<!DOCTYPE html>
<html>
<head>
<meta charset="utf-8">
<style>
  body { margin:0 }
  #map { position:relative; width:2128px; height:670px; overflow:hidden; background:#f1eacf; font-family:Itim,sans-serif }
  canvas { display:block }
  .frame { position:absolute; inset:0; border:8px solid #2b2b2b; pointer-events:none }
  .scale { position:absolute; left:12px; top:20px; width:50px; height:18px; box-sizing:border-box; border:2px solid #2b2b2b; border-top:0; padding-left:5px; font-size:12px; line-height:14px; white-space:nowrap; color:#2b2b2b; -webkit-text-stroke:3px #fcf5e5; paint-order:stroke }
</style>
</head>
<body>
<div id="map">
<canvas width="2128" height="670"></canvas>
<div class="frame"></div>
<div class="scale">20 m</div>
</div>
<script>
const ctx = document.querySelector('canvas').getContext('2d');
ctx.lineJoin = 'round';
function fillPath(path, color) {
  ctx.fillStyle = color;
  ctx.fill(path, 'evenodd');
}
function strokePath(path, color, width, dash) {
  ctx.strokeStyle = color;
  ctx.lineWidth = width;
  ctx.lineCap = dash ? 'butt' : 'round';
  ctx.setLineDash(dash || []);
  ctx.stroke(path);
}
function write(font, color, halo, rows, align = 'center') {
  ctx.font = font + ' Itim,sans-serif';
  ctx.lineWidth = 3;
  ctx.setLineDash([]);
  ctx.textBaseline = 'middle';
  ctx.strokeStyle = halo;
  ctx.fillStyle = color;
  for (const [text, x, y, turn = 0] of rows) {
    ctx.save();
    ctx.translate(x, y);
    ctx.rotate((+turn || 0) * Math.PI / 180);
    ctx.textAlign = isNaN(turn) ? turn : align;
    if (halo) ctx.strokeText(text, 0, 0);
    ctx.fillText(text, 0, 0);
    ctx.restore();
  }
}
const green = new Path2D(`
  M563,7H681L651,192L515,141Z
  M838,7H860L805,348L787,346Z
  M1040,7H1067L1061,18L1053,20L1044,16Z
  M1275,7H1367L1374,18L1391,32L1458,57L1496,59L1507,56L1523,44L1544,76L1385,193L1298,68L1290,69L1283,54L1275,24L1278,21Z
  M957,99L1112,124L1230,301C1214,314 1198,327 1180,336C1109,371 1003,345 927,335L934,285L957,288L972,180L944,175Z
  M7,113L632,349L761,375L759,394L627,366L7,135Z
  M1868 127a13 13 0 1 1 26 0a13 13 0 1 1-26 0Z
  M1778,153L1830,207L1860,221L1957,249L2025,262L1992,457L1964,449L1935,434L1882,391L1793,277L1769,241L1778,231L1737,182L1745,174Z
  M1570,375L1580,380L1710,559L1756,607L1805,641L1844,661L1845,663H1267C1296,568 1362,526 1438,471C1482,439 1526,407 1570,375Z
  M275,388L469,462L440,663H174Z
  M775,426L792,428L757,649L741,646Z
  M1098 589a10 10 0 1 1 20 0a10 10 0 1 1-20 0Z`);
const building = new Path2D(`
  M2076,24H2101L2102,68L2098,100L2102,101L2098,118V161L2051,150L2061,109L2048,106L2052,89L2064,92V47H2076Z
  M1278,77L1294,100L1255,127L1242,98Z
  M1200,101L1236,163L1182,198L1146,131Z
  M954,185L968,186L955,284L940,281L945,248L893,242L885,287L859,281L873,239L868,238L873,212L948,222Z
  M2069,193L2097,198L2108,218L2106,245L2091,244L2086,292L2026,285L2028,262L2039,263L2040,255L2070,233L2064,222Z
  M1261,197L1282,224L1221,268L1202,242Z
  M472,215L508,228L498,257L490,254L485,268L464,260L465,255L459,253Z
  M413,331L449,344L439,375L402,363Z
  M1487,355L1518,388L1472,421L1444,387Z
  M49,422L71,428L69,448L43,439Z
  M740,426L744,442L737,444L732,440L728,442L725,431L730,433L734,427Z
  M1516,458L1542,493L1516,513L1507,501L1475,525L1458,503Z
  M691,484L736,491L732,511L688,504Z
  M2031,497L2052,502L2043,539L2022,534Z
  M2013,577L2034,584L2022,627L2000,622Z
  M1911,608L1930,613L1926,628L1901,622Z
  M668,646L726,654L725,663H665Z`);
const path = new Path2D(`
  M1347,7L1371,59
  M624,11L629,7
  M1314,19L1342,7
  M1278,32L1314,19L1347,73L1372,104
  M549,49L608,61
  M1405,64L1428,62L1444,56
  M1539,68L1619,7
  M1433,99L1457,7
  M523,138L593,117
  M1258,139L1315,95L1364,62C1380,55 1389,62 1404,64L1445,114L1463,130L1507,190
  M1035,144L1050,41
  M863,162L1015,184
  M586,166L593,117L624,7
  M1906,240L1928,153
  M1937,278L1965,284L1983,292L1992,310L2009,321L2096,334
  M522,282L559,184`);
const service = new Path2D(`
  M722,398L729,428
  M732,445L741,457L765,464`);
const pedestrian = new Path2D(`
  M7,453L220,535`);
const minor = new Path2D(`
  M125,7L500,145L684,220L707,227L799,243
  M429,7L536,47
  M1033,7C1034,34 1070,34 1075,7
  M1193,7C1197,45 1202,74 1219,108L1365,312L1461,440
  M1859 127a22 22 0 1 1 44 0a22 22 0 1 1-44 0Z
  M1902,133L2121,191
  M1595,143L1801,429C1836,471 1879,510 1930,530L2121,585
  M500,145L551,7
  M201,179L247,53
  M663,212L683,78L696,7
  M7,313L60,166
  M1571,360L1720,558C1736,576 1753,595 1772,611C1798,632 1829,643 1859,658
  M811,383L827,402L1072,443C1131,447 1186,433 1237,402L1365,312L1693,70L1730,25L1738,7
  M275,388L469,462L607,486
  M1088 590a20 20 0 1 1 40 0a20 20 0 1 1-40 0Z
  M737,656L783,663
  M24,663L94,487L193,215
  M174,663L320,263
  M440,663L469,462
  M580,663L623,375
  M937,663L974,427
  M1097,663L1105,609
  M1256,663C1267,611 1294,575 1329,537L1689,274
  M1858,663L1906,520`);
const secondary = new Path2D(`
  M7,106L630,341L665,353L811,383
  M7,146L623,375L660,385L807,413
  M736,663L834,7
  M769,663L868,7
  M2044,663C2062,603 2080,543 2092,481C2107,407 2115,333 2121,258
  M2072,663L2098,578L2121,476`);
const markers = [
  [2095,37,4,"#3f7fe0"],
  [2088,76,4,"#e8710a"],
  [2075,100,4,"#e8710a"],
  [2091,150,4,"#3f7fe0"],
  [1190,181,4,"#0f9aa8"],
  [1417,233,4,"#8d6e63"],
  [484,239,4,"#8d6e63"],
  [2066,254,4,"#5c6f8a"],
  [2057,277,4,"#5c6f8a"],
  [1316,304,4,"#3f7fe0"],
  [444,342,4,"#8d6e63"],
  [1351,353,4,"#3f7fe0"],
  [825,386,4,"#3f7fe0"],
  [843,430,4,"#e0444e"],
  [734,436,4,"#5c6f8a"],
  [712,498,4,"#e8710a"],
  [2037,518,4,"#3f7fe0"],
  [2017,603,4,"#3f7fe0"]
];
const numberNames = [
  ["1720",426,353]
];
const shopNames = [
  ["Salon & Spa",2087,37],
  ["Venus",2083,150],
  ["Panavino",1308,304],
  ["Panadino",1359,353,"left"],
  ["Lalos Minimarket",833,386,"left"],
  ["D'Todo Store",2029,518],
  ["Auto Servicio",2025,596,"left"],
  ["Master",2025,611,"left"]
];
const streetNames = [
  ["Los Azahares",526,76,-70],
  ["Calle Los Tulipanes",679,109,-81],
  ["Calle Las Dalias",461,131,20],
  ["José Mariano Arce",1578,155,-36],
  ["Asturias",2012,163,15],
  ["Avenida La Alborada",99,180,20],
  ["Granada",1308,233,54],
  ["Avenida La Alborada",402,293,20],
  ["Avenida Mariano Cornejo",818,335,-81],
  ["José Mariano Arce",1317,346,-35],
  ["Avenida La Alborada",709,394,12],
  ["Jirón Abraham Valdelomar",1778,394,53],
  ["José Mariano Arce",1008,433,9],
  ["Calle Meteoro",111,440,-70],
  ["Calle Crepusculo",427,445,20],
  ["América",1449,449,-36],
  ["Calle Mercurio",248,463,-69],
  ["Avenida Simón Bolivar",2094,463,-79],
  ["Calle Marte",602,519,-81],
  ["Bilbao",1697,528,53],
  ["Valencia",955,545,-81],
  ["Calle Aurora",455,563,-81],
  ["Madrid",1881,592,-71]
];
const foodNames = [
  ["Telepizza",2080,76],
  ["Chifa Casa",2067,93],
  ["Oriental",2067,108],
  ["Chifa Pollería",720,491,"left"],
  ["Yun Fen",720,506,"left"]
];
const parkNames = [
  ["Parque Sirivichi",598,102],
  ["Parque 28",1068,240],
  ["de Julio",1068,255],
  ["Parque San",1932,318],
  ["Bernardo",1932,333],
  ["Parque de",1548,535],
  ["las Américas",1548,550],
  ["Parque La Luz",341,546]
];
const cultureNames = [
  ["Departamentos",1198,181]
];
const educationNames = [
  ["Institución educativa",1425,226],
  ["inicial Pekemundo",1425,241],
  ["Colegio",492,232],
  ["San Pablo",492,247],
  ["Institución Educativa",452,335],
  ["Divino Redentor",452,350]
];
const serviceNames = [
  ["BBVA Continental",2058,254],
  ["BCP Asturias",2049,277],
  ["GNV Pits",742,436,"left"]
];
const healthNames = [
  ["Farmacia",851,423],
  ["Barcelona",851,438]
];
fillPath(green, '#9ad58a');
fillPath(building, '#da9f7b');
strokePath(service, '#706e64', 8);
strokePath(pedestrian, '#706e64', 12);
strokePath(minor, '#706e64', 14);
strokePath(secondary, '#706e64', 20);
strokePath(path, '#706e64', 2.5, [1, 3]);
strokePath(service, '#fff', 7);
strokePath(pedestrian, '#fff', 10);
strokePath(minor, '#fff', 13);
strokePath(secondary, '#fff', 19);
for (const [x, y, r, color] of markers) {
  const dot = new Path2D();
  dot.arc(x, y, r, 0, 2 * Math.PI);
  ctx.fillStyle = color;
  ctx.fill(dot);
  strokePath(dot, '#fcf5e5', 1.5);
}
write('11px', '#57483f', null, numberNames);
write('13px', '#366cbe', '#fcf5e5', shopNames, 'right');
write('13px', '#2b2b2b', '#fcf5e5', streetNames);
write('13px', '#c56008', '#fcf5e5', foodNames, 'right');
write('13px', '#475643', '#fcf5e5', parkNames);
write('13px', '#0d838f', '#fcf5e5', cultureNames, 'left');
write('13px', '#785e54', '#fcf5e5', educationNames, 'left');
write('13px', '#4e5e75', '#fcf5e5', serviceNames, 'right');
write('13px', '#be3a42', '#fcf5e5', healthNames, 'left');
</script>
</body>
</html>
┄┄┄┄┄┄┄┄┄┄
- _DIRECTIONS_:
Begin with the line that has "M1098 589a10 10" in the listing above and end after the line that has "M1405,64L1428,62L1444,56"; output those lines exactly.

- _ANSWER SPACE_:
  M1098 589a10 10 0 1 1 20 0a10 10 0 1 1-20 0Z`);
const building = new Path2D(`
  M2076,24H2101L2102,68L2098,100L2102,101L2098,118V161L2051,150L2061,109L2048,106L2052,89L2064,92V47H2076Z
  M1278,77L1294,100L1255,127L1242,98Z
  M1200,101L1236,163L1182,198L1146,131Z
  M954,185L968,186L955,284L940,281L945,248L893,242L885,287L859,281L873,239L868,238L873,212L948,222Z
  M2069,193L2097,198L2108,218L2106,245L2091,244L2086,292L2026,285L2028,262L2039,263L2040,255L2070,233L2064,222Z
  M1261,197L1282,224L1221,268L1202,242Z
  M472,215L508,228L498,257L490,254L485,268L464,260L465,255L459,253Z
  M413,331L449,344L439,375L402,363Z
  M1487,355L1518,388L1472,421L1444,387Z
  M49,422L71,428L69,448L43,439Z
  M740,426L744,442L737,444L732,440L728,442L725,431L730,433L734,427Z
  M1516,458L1542,493L1516,513L1507,501L1475,525L1458,503Z
  M691,484L736,491L732,511L688,504Z
  M2031,497L2052,502L2043,539L2022,534Z
  M2013,577L2034,584L2022,627L2000,622Z
  M1911,608L1930,613L1926,628L1901,622Z
  M668,646L726,654L725,663H665Z`);
const path = new Path2D(`
  M1347,7L1371,59
  M624,11L629,7
  M1314,19L1342,7
  M1278,32L1314,19L1347,73L1372,104
  M549,49L608,61
  M1405,64L1428,62L1444,56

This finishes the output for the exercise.